### Task prompt
Retype the records below exactly as they appear, but leave out any pictures.

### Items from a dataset
BEGIN

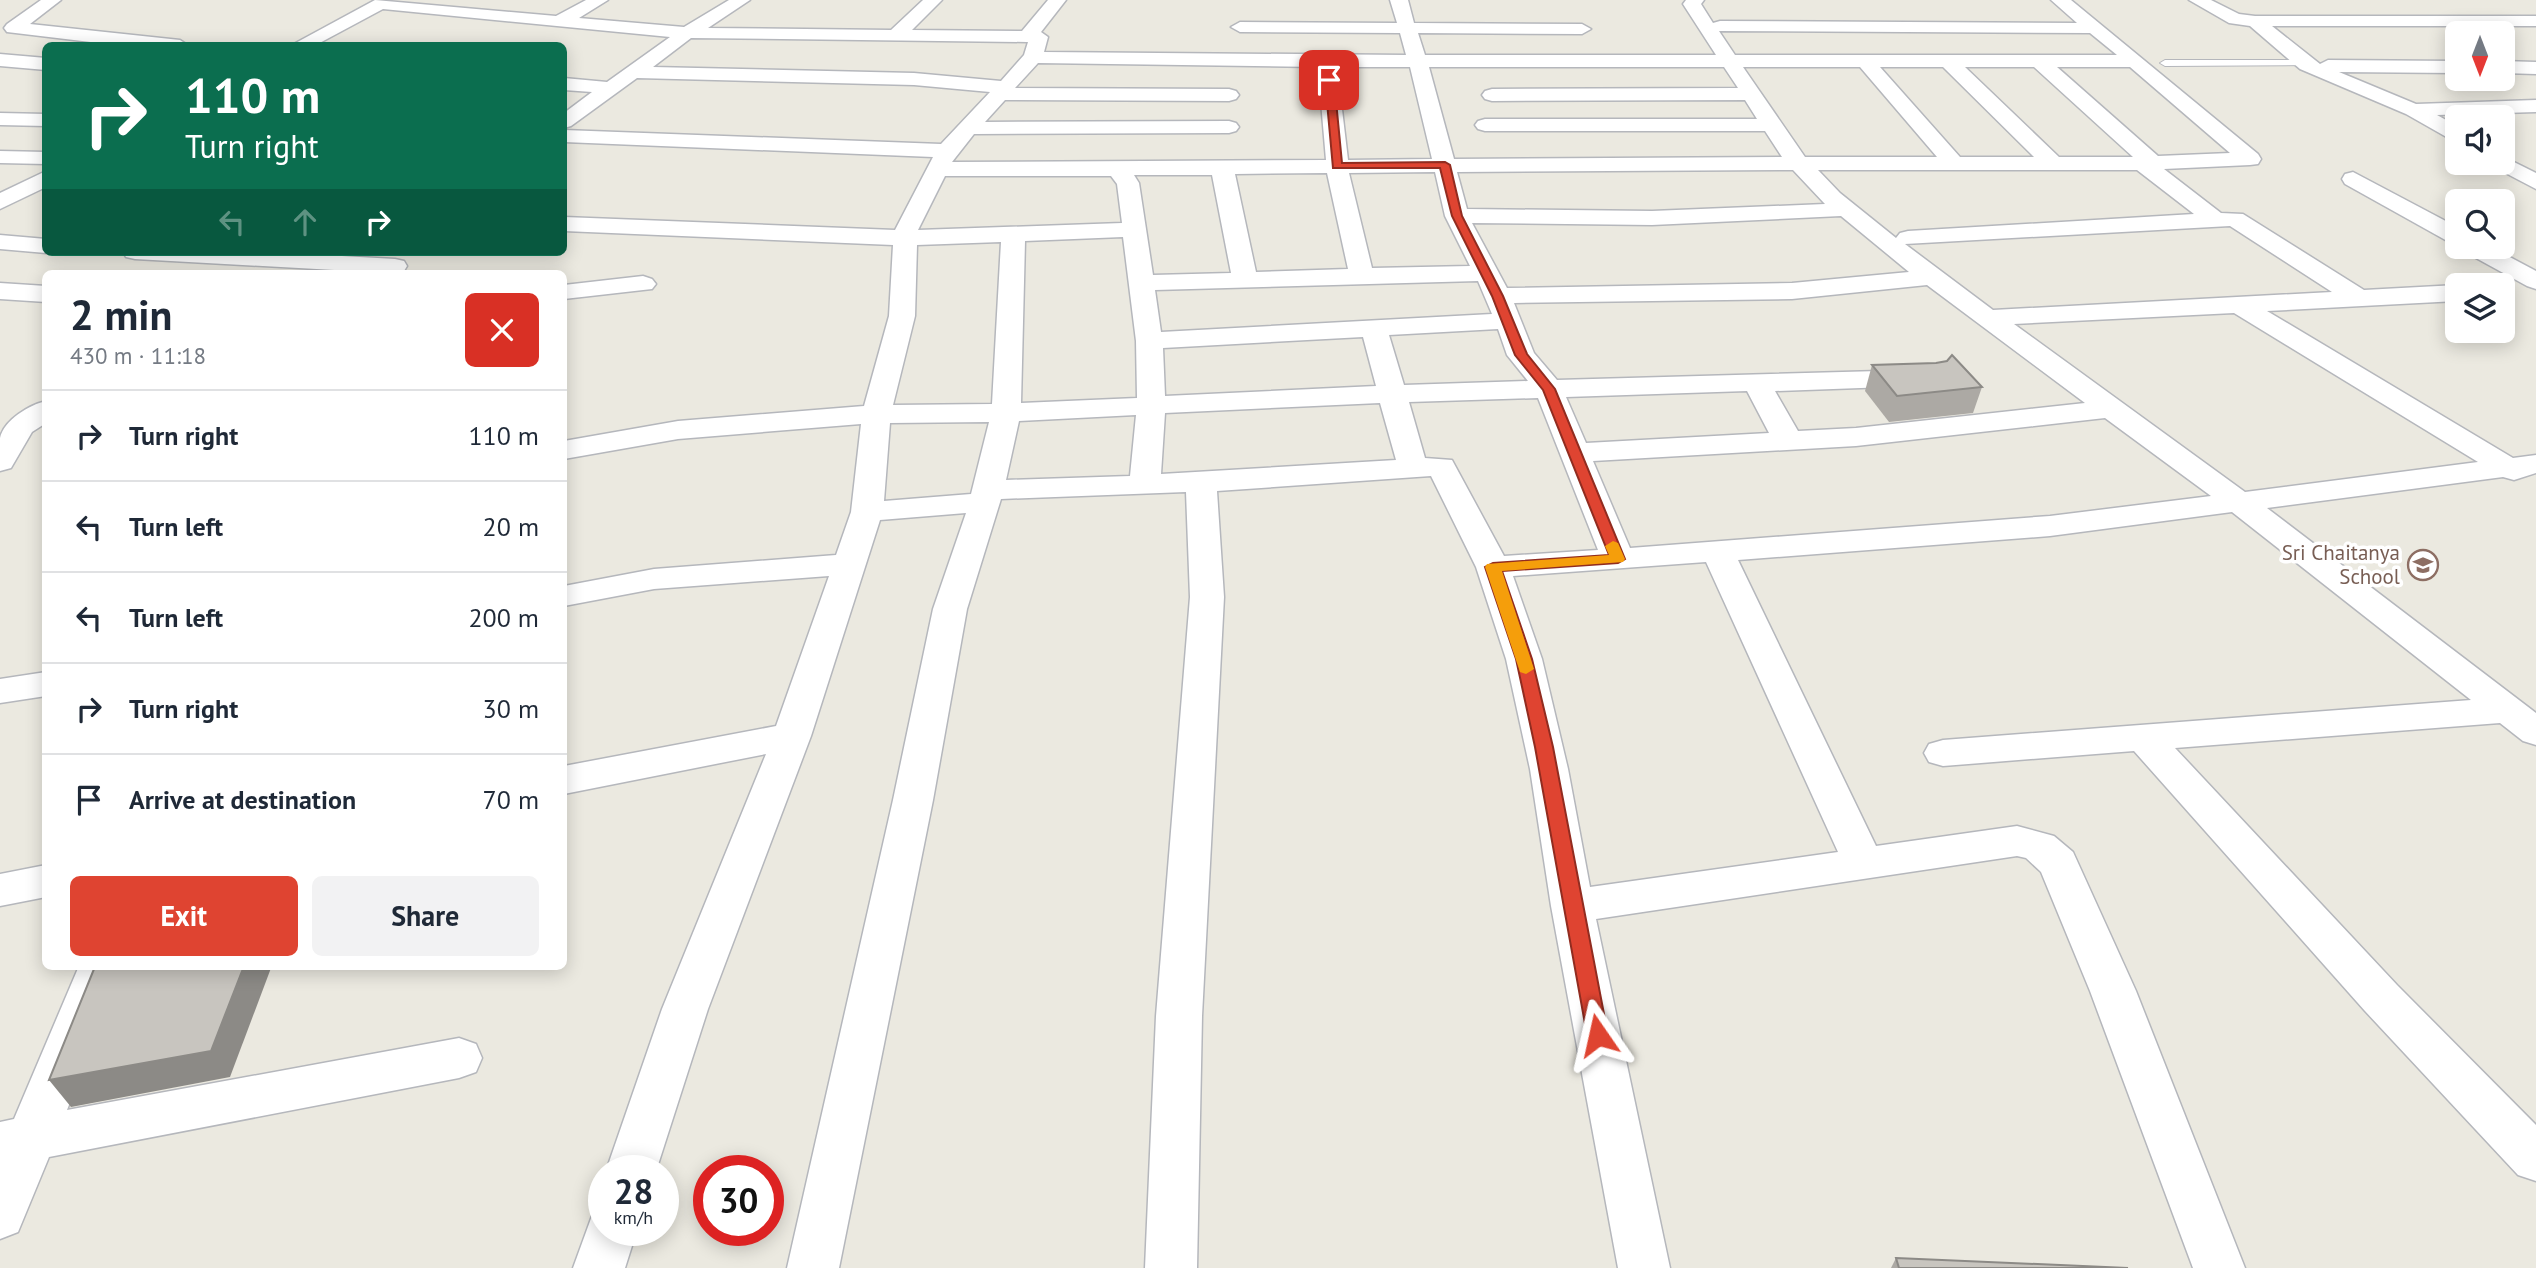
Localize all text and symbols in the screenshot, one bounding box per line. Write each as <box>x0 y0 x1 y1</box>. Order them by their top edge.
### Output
north arrow <box>2445 21 2515 91</box>
map controls <box>2445 21 2515 343</box>
pin <box>1299 50 1359 110</box>
icon: arrive <box>1310 61 1348 99</box>
text: 110 m <box>185 63 320 127</box>
icon: right <box>70 70 161 161</box>
button: sound <box>2445 105 2515 175</box>
text: Turn right <box>185 125 319 167</box>
button: search <box>2445 189 2515 259</box>
icon: left <box>213 203 251 241</box>
icon: ahead <box>286 203 324 241</box>
icon: right <box>359 203 397 241</box>
button: layers <box>2445 273 2515 343</box>
text: 2 min <box>70 287 172 342</box>
button: close <box>465 293 539 367</box>
text: 430 m · 11:18 <box>70 341 206 370</box>
icon: right <box>70 417 108 455</box>
text: Turn right <box>129 419 238 452</box>
text: 110 m <box>468 419 539 452</box>
icon: left <box>70 508 108 546</box>
text: Turn left <box>129 510 223 543</box>
text: 20 m <box>483 510 539 543</box>
place label: Sri Chaitanya School <box>2282 539 2400 590</box>
school or university icon: Sri Chaitanya School <box>2406 548 2440 582</box>
icon: left <box>70 599 108 637</box>
text: Turn left <box>129 601 223 634</box>
text: 200 m <box>468 601 539 634</box>
icon: right <box>70 690 108 728</box>
text: Turn right <box>129 692 238 725</box>
text: 30 m <box>483 692 539 725</box>
icon: arrive <box>70 781 108 819</box>
text: Arrive at destination <box>129 783 356 816</box>
text: 70 m <box>483 783 539 816</box>
button: Exit <box>70 876 298 956</box>
button: Share <box>312 876 539 956</box>
position arrow <box>1561 998 1635 1072</box>
speed limit sign: 30 <box>693 1155 784 1246</box>
text: 28 <box>614 1168 653 1214</box>
text: km/h <box>614 1206 653 1229</box>

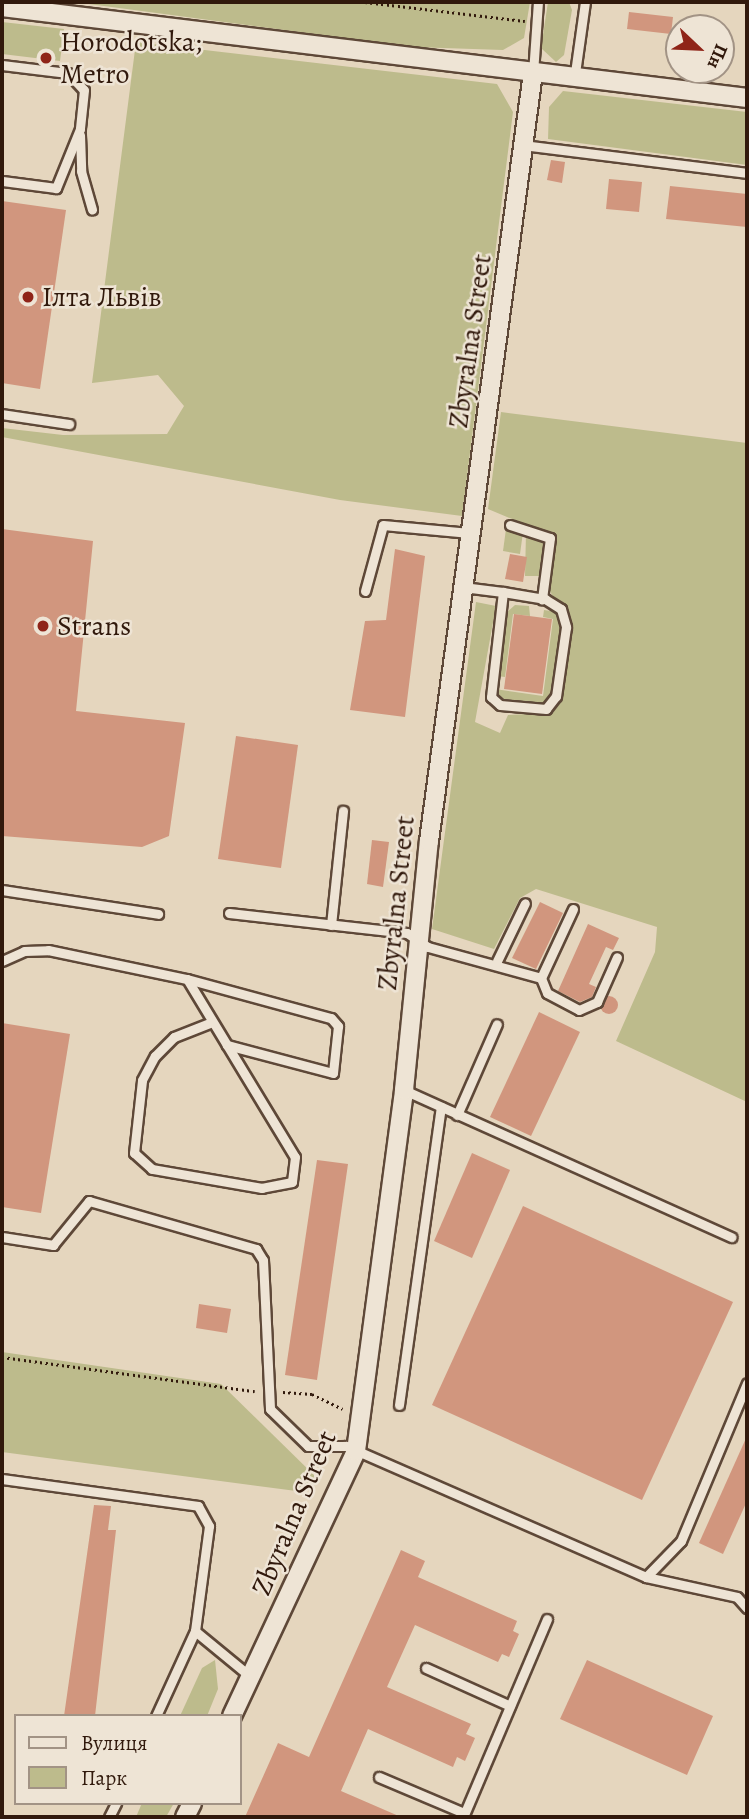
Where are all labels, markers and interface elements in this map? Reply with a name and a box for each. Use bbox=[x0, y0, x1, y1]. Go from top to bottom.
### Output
north arrow bbox=[665, 14, 735, 84]
place label: Horodotska; Metro bbox=[60, 25, 201, 91]
text: Пн bbox=[701, 40, 734, 73]
marker: Horodotska; Metro bbox=[38, 50, 54, 66]
street label: Zbyralna Street bbox=[441, 252, 499, 430]
place label: Ілта Львів bbox=[42, 280, 162, 314]
marker: Ілта Львів bbox=[20, 289, 36, 305]
place label: Strans bbox=[57, 609, 131, 643]
marker: Strans bbox=[35, 618, 51, 634]
street label: Zbyralna Street bbox=[370, 814, 422, 992]
street label: Zbyralna Street bbox=[244, 1426, 344, 1600]
legend bbox=[14, 1714, 242, 1805]
text: Вулиця bbox=[81, 1729, 147, 1757]
text: Парк bbox=[81, 1764, 127, 1792]

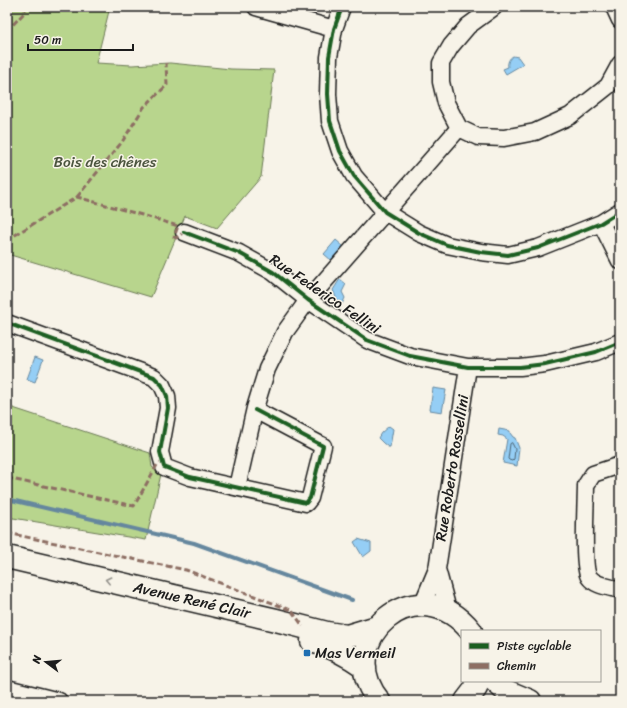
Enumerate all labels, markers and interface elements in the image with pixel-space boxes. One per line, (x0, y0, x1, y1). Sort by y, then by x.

END

### Answer section
Localize all text and symbols in the screenshot, one bounding box per line. Write each as <box>x0 y0 x1 y1</box>. Order them by their top edge.
### Output
north arrow <box>2445 21 2515 91</box>
map controls <box>2445 21 2515 343</box>
pin <box>1299 50 1359 110</box>
icon: arrive <box>1310 61 1348 99</box>
text: 110 m <box>185 63 320 127</box>
icon: right <box>70 70 161 161</box>
button: sound <box>2445 105 2515 175</box>
text: Turn right <box>185 125 319 167</box>
button: search <box>2445 189 2515 259</box>
icon: left <box>213 203 251 241</box>
icon: ahead <box>286 203 324 241</box>
icon: right <box>359 203 397 241</box>
button: layers <box>2445 273 2515 343</box>
text: 2 min <box>70 287 172 342</box>
button: close <box>465 293 539 367</box>
text: 430 m · 11:18 <box>70 341 206 370</box>
icon: right <box>70 417 108 455</box>
text: Turn right <box>129 419 238 452</box>
text: 110 m <box>468 419 539 452</box>
icon: left <box>70 508 108 546</box>
text: Turn left <box>129 510 223 543</box>
text: 20 m <box>483 510 539 543</box>
place label: Sri Chaitanya School <box>2282 539 2400 590</box>
school or university icon: Sri Chaitanya School <box>2406 548 2440 582</box>
icon: left <box>70 599 108 637</box>
text: Turn left <box>129 601 223 634</box>
text: 200 m <box>468 601 539 634</box>
icon: right <box>70 690 108 728</box>
text: Turn right <box>129 692 238 725</box>
text: 30 m <box>483 692 539 725</box>
icon: arrive <box>70 781 108 819</box>
text: Arrive at destination <box>129 783 356 816</box>
text: 70 m <box>483 783 539 816</box>
button: Exit <box>70 876 298 956</box>
button: Share <box>312 876 539 956</box>
position arrow <box>1561 998 1635 1072</box>
speed limit sign: 30 <box>693 1155 784 1246</box>
text: 28 <box>614 1168 653 1214</box>
text: km/h <box>614 1206 653 1229</box>

Where are all labels, markers and interface elements in this map? Reply with a name and a box for each. Use bbox=[x0, y0, x1, y1]. Go from top to bottom.
### Output
north arrow bbox=[665, 14, 735, 84]
place label: Horodotska; Metro bbox=[60, 25, 201, 91]
text: Пн bbox=[701, 40, 734, 73]
marker: Horodotska; Metro bbox=[38, 50, 54, 66]
street label: Zbyralna Street bbox=[441, 252, 499, 430]
place label: Ілта Львів bbox=[42, 280, 162, 314]
marker: Ілта Львів bbox=[20, 289, 36, 305]
place label: Strans bbox=[57, 609, 131, 643]
marker: Strans bbox=[35, 618, 51, 634]
street label: Zbyralna Street bbox=[370, 814, 422, 992]
street label: Zbyralna Street bbox=[244, 1426, 344, 1600]
legend bbox=[14, 1714, 242, 1805]
text: Вулиця bbox=[81, 1729, 147, 1757]
text: Парк bbox=[81, 1764, 127, 1792]

Enumerate all labels, markers and interface elements in the image with pixel-space boxes. One per line, (x0, y0, x1, y1). Sort by y, then by x.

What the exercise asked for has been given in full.